Anyway, my point is that I live for the day when I can actually go to these countries rather than only visiting them in my mind or on the BBC. Maybe I could manage to finagle a book signing over there and write off the expense! Yeah, right…I’ll probably just have to go the old-fashioned way. As a stowaway, or an au pair.
What is it about these countries that inspire the romantic in us (or in some of us, anyway)? Is it the colorful characters? The moors and mountains? The endless green? The ancient houses and haunted castles? I imagine it’s all of that and more. In my American mind, I think of the UK as the land of fairies and druids, elves and magic. To us Americans, these countries offer the possiblity to find fantasy in reality. There is also something so enduring about these cultures that our country does not yet have (and may never, with all these depressing strip malls we have). I think we are searching for roots. We look to connect to something deeper and more ancient than we could ever find in our own culture.
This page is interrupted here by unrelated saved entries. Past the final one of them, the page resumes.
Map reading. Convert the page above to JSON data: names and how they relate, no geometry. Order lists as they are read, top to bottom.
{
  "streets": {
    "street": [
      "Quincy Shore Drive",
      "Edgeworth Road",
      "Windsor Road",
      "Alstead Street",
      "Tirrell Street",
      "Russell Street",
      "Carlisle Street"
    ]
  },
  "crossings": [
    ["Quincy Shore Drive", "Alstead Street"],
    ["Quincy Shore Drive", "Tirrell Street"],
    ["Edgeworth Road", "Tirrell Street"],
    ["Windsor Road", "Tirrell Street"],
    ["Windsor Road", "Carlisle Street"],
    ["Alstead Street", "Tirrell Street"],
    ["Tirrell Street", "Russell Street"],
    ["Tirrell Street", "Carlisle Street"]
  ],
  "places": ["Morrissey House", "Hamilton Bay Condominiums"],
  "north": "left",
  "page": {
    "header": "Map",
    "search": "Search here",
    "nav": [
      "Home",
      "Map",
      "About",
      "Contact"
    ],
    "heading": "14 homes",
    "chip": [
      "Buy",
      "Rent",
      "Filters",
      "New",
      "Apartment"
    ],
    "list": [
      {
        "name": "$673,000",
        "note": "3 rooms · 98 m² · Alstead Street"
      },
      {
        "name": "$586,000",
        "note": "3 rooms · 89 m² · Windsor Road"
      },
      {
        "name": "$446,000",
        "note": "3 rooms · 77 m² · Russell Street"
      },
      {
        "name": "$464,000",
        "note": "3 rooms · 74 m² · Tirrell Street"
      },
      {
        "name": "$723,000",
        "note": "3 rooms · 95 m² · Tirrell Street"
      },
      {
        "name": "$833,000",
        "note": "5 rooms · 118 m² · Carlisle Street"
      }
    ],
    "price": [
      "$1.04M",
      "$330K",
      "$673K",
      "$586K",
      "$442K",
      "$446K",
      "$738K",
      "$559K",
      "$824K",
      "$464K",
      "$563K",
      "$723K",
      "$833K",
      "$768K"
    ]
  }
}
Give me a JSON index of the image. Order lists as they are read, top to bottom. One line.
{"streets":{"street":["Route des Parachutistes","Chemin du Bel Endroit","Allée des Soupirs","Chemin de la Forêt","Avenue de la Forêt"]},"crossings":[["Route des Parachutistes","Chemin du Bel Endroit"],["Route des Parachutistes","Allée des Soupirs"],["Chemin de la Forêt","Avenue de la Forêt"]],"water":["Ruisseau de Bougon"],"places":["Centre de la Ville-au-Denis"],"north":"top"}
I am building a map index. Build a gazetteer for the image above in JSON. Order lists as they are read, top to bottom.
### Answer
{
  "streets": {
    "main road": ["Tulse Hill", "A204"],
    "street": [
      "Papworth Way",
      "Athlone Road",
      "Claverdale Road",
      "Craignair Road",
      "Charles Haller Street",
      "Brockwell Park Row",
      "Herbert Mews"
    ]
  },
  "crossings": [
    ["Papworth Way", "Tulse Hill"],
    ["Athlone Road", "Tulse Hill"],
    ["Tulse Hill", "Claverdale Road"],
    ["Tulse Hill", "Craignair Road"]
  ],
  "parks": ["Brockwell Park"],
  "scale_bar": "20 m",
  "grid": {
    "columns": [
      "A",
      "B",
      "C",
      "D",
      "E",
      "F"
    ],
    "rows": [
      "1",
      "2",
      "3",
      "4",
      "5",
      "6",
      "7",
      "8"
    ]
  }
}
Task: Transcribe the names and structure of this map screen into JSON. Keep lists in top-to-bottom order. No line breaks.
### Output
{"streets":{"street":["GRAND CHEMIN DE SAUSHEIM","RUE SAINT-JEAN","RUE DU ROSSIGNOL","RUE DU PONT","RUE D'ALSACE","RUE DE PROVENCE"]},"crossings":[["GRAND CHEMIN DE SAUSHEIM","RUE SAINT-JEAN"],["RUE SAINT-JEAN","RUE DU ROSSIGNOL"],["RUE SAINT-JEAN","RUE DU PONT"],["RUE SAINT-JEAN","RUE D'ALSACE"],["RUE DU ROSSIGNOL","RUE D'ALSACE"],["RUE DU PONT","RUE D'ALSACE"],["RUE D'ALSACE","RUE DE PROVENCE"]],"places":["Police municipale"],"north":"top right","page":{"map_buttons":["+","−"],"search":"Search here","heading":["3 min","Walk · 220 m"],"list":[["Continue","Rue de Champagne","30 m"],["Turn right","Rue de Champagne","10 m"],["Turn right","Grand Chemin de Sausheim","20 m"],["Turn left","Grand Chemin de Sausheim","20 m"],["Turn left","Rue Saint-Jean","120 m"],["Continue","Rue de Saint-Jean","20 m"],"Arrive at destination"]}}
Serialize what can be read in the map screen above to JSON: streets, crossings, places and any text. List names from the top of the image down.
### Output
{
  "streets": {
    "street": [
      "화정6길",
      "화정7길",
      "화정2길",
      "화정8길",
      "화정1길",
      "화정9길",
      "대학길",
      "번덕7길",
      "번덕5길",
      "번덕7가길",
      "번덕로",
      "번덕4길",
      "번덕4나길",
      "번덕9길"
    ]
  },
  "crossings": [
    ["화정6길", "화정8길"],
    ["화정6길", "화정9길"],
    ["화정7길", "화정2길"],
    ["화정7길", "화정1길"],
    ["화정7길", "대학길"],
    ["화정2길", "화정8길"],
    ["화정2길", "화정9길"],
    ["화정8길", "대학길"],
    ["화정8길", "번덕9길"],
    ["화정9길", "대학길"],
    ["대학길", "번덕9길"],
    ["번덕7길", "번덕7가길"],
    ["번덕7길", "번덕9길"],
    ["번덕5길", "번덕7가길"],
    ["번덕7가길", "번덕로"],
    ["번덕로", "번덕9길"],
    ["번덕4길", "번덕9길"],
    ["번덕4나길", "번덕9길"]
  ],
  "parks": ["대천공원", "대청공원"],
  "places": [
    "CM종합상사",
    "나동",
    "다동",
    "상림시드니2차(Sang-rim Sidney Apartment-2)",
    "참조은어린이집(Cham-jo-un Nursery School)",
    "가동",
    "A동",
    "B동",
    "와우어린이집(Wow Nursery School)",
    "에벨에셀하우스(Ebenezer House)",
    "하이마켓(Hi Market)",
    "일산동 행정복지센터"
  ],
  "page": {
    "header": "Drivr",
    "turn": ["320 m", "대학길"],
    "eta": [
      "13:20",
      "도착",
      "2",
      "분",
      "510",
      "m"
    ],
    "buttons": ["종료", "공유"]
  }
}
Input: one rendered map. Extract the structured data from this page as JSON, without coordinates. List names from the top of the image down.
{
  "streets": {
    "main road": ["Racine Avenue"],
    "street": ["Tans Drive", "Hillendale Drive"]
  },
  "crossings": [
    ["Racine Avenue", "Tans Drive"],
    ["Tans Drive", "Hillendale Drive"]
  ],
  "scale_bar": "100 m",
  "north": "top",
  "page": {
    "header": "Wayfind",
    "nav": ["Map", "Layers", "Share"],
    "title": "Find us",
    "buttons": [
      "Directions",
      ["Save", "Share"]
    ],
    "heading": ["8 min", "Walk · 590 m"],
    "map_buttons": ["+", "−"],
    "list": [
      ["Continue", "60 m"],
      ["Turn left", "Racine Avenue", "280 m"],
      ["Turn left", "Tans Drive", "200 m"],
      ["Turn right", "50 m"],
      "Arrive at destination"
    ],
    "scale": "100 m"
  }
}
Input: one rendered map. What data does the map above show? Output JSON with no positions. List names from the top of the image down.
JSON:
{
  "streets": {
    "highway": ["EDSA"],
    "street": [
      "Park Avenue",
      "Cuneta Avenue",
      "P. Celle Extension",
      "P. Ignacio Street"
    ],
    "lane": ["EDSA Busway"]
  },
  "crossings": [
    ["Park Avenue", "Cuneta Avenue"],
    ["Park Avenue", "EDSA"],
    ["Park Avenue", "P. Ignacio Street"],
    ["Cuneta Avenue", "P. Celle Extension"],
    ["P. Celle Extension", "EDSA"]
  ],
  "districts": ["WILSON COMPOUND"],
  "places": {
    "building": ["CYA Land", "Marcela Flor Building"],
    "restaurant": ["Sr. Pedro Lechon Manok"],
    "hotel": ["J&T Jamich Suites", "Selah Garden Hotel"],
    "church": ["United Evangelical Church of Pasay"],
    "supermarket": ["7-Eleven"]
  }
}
Mostly, I think we just like the way that they speak…
I was recently asked to write a blurb for someone’s book (a cool fantasy) written by a Scottish author. He said that I didn’t need to write anything if I thought the book was utter "tosh." Tosh. What a great word! I’ve decided to steal it and make it my own. Don’t be surprised if it shows up in one my books. He also uses the phrase, "ye numpty!" in his book. Priceless! Now I can say to people, "That’s absolute tosh, ye numpty!" I can only imagine how awed they’ll be at my command of other languages.
So when you read my book and you happen across an English housekeeper and an Irish cook, a Dwarf with a Scottish accent, or some welsh-like character (I’m sure I’ve got someone in there who’s welsh-like), don’t be surprised. It’s just my inner UKer trying to express itself.